━━ EXERCISE MATERIALS

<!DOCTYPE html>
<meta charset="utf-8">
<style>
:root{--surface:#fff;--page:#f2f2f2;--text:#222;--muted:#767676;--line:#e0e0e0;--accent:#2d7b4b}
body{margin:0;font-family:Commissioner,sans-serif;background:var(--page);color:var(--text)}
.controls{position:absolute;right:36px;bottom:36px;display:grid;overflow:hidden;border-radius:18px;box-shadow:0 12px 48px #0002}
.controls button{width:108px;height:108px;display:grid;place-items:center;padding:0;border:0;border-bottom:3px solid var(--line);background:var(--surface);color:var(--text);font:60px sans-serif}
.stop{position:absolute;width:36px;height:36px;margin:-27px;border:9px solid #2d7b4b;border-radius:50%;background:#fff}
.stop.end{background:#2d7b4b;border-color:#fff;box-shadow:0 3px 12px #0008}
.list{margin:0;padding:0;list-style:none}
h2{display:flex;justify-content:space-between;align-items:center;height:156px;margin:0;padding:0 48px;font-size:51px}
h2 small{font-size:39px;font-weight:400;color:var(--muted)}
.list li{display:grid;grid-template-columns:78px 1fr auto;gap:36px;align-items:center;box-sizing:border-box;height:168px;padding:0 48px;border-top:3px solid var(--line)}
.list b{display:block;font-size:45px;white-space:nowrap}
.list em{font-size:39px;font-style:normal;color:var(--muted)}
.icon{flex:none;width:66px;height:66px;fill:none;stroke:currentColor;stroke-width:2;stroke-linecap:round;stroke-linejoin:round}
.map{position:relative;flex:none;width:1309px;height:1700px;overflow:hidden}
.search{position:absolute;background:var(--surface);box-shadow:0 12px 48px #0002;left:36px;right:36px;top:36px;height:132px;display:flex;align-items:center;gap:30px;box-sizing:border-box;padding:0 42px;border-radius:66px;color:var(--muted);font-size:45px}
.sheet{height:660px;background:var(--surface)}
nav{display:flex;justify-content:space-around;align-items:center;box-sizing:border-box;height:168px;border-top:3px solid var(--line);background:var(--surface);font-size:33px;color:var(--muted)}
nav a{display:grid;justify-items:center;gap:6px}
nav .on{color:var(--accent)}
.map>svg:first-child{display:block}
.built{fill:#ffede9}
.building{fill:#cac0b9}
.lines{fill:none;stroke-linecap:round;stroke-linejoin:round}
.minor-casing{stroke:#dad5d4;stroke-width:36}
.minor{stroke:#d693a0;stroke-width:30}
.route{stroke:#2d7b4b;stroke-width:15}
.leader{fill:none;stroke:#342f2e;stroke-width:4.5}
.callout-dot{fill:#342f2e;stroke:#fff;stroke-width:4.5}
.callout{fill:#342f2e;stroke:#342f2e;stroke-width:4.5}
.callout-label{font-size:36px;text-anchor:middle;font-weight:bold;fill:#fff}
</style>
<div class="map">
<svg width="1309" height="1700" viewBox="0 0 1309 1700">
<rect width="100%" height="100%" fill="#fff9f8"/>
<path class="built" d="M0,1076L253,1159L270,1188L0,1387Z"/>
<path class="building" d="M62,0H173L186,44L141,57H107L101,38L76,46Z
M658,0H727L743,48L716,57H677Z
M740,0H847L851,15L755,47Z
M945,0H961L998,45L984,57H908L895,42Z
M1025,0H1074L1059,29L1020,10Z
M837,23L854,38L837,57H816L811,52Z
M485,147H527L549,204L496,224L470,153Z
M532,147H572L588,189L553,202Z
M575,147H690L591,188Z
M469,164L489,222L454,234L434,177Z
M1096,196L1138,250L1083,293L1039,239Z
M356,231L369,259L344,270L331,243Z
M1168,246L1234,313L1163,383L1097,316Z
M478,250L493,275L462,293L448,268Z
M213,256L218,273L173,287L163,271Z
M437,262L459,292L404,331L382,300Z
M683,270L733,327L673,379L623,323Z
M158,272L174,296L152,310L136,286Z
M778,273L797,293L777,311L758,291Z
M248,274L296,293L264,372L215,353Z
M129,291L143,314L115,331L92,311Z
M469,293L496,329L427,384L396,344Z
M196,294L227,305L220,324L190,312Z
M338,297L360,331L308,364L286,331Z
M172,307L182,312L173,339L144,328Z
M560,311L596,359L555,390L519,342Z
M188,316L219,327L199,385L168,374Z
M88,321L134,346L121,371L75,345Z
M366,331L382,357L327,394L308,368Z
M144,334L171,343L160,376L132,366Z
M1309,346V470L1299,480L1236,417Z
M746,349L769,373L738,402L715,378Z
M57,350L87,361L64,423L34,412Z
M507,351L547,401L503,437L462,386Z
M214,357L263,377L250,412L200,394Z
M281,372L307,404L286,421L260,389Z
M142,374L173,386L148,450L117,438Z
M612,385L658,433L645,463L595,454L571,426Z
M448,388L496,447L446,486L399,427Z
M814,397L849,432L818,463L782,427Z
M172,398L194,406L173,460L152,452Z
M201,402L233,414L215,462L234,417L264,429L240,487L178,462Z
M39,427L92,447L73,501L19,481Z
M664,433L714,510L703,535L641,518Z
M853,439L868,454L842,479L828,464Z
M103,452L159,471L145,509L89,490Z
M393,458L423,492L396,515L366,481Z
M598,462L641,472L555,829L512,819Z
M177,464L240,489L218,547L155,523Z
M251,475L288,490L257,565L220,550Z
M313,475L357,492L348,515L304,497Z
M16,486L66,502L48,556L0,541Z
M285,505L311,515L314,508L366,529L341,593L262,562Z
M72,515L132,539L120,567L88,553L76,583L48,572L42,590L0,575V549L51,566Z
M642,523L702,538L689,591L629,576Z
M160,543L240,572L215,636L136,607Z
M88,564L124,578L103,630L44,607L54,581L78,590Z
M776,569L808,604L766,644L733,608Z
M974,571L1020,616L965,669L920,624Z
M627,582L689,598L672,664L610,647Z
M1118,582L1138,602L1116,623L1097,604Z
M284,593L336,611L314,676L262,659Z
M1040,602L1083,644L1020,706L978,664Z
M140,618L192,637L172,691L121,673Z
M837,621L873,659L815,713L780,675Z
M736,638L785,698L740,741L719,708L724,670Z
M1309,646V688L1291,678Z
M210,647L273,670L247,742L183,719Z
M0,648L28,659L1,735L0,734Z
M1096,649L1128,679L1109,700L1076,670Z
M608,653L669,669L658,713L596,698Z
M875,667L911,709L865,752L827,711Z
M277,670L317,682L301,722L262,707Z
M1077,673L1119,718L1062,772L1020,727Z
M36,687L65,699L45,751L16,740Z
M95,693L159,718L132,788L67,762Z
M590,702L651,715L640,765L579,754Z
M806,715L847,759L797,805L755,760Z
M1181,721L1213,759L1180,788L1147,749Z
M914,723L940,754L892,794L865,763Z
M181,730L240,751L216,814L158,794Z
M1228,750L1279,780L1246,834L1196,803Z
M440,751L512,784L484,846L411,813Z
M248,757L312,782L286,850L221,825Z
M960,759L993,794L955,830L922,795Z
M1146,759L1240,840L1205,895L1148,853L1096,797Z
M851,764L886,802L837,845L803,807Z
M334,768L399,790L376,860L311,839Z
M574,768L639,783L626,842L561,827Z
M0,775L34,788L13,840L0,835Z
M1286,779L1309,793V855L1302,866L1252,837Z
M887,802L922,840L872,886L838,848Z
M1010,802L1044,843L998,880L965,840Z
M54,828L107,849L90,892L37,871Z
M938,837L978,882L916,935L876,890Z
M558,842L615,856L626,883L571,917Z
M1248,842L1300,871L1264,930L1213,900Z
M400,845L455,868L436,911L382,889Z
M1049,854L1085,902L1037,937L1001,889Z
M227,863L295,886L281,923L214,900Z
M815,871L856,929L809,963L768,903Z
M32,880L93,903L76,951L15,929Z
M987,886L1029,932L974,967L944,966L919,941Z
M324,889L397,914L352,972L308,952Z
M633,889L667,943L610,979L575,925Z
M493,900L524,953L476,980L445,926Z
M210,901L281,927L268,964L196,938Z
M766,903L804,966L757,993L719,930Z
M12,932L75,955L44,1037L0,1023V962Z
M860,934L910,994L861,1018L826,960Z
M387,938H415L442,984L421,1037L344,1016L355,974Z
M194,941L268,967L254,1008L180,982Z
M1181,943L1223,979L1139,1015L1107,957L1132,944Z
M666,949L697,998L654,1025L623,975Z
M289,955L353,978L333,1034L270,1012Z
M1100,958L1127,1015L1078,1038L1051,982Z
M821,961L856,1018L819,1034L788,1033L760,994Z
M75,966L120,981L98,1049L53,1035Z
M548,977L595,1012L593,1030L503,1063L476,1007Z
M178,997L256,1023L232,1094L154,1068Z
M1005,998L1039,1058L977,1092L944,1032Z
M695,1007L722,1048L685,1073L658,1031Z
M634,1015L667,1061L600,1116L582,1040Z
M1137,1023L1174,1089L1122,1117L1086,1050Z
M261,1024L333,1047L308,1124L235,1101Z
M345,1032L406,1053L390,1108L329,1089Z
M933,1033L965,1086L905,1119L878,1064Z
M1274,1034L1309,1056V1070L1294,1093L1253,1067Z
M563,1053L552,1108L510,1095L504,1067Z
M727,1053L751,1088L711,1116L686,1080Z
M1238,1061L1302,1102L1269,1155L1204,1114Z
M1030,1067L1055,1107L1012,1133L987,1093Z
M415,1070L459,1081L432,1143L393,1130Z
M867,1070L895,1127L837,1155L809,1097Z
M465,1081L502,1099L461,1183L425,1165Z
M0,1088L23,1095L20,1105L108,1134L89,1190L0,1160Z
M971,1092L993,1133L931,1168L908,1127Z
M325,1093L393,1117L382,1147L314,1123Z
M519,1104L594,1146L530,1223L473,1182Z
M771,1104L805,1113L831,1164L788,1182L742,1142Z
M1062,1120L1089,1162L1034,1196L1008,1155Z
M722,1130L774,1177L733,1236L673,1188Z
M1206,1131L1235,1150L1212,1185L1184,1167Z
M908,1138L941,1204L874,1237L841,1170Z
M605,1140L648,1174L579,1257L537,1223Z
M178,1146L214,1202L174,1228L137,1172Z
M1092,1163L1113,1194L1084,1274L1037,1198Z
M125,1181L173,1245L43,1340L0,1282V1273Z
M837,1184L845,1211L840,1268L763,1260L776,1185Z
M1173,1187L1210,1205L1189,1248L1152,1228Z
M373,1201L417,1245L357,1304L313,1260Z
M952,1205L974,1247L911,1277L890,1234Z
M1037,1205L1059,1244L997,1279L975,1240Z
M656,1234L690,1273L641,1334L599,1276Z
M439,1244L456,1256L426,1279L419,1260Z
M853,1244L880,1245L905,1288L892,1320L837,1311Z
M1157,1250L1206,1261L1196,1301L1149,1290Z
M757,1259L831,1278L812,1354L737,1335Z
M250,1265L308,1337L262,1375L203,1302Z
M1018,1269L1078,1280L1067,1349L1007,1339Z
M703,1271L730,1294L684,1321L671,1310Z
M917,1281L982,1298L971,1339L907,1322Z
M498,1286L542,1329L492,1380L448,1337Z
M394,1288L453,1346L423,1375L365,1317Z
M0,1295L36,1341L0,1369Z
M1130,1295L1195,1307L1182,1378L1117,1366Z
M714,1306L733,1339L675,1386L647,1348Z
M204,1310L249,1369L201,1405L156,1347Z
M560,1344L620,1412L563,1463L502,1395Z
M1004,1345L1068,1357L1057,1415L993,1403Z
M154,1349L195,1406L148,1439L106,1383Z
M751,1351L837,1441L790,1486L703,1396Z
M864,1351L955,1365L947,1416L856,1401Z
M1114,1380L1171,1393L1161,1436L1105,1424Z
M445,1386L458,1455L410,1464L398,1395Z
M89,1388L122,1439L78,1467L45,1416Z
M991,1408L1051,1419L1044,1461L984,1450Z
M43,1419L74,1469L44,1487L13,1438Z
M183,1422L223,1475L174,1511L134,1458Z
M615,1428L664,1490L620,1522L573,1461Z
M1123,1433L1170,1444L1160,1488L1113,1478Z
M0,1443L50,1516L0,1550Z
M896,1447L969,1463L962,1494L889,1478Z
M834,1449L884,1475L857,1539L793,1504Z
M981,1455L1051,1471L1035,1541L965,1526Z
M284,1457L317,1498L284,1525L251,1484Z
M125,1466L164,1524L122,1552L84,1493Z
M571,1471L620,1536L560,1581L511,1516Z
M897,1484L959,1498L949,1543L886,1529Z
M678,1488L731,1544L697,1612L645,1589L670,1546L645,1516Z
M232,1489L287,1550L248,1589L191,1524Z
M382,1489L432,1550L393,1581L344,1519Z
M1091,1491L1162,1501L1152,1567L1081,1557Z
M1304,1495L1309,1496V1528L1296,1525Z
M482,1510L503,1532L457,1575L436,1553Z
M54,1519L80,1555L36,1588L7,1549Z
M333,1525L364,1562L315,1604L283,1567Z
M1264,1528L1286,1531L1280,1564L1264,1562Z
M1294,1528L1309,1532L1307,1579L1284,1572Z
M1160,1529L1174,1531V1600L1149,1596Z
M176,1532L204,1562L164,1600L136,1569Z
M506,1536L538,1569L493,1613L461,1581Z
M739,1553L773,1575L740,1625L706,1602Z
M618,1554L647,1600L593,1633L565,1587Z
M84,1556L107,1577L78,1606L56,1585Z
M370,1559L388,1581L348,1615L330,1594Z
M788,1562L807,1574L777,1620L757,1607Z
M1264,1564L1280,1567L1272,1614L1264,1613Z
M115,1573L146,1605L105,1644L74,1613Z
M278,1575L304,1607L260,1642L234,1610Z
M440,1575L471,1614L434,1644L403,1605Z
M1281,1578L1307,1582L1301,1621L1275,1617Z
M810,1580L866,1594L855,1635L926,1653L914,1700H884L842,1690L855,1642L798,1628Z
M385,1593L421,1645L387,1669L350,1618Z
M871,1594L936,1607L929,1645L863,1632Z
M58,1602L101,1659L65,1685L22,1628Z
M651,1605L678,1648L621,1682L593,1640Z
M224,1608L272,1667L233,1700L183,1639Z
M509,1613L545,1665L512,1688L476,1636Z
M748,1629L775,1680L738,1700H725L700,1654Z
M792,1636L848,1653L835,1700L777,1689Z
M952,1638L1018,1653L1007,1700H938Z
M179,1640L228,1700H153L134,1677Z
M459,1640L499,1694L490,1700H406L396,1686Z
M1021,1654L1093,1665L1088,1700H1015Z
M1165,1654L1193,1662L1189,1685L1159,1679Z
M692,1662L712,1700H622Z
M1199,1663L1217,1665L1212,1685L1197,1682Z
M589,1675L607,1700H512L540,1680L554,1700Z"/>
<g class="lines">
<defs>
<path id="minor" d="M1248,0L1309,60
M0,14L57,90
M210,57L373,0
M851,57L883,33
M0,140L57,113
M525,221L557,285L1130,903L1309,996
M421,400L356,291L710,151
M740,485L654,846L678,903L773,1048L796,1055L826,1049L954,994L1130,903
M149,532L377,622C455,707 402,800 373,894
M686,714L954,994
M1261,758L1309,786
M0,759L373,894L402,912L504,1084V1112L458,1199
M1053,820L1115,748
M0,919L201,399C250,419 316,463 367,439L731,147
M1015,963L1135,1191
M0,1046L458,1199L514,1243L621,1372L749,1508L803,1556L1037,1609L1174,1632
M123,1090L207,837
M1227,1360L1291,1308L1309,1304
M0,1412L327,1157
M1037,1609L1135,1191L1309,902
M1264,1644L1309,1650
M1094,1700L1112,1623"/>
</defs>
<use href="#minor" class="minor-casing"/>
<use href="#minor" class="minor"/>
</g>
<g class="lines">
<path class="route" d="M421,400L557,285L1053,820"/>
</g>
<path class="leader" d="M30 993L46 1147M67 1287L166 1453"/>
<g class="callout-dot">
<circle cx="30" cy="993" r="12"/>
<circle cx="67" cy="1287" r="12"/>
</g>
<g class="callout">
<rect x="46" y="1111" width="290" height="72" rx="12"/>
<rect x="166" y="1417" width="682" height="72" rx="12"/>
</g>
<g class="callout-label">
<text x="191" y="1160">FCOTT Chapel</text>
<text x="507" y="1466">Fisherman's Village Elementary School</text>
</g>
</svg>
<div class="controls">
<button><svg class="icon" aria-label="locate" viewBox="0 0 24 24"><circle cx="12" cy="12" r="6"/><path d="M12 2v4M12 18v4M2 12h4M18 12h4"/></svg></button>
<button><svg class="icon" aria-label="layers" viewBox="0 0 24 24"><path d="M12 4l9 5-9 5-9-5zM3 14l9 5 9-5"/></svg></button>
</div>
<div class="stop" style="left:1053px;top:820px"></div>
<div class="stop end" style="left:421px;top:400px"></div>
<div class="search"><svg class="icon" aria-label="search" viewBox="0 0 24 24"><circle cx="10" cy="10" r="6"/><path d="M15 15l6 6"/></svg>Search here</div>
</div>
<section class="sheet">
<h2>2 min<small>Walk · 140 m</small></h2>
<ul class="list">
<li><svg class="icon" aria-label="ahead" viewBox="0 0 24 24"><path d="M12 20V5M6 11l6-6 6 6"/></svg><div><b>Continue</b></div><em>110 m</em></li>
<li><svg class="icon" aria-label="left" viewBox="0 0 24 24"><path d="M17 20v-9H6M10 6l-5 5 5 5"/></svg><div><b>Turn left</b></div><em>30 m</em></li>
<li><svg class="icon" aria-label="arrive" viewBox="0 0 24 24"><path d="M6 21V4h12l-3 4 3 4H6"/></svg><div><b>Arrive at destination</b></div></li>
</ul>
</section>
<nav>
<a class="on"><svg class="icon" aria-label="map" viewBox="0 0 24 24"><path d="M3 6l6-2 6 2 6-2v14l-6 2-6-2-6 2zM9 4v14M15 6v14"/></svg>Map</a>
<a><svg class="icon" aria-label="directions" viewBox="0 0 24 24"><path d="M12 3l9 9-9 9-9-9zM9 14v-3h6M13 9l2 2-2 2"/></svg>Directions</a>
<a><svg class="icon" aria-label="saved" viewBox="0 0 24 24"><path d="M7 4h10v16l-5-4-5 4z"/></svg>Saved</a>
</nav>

━━━━

• TASK PROMPT: Could you repeat exactly the lines above from the line with "M776,569L808,604L766,644L733,608Z" up to and including the line with "M387,938H415L442,984L421,1037L344,1016L355,974Z", and only those?

• EXERCISE RESULT:
M776,569L808,604L766,644L733,608Z
M974,571L1020,616L965,669L920,624Z
M627,582L689,598L672,664L610,647Z
M1118,582L1138,602L1116,623L1097,604Z
M284,593L336,611L314,676L262,659Z
M1040,602L1083,644L1020,706L978,664Z
M140,618L192,637L172,691L121,673Z
M837,621L873,659L815,713L780,675Z
M736,638L785,698L740,741L719,708L724,670Z
M1309,646V688L1291,678Z
M210,647L273,670L247,742L183,719Z
M0,648L28,659L1,735L0,734Z
M1096,649L1128,679L1109,700L1076,670Z
M608,653L669,669L658,713L596,698Z
M875,667L911,709L865,752L827,711Z
M277,670L317,682L301,722L262,707Z
M1077,673L1119,718L1062,772L1020,727Z
M36,687L65,699L45,751L16,740Z
M95,693L159,718L132,788L67,762Z
M590,702L651,715L640,765L579,754Z
M806,715L847,759L797,805L755,760Z
M1181,721L1213,759L1180,788L1147,749Z
M914,723L940,754L892,794L865,763Z
M181,730L240,751L216,814L158,794Z
M1228,750L1279,780L1246,834L1196,803Z
M440,751L512,784L484,846L411,813Z
M248,757L312,782L286,850L221,825Z
M960,759L993,794L955,830L922,795Z
M1146,759L1240,840L1205,895L1148,853L1096,797Z
M851,764L886,802L837,845L803,807Z
M334,768L399,790L376,860L311,839Z
M574,768L639,783L626,842L561,827Z
M0,775L34,788L13,840L0,835Z
M1286,779L1309,793V855L1302,866L1252,837Z
M887,802L922,840L872,886L838,848Z
M1010,802L1044,843L998,880L965,840Z
M54,828L107,849L90,892L37,871Z
M938,837L978,882L916,935L876,890Z
M558,842L615,856L626,883L571,917Z
M1248,842L1300,871L1264,930L1213,900Z
M400,845L455,868L436,911L382,889Z
M1049,854L1085,902L1037,937L1001,889Z
M227,863L295,886L281,923L214,900Z
M815,871L856,929L809,963L768,903Z
M32,880L93,903L76,951L15,929Z
M987,886L1029,932L974,967L944,966L919,941Z
M324,889L397,914L352,972L308,952Z
M633,889L667,943L610,979L575,925Z
M493,900L524,953L476,980L445,926Z
M210,901L281,927L268,964L196,938Z
M766,903L804,966L757,993L719,930Z
M12,932L75,955L44,1037L0,1023V962Z
M860,934L910,994L861,1018L826,960Z
M387,938H415L442,984L421,1037L344,1016L355,974Z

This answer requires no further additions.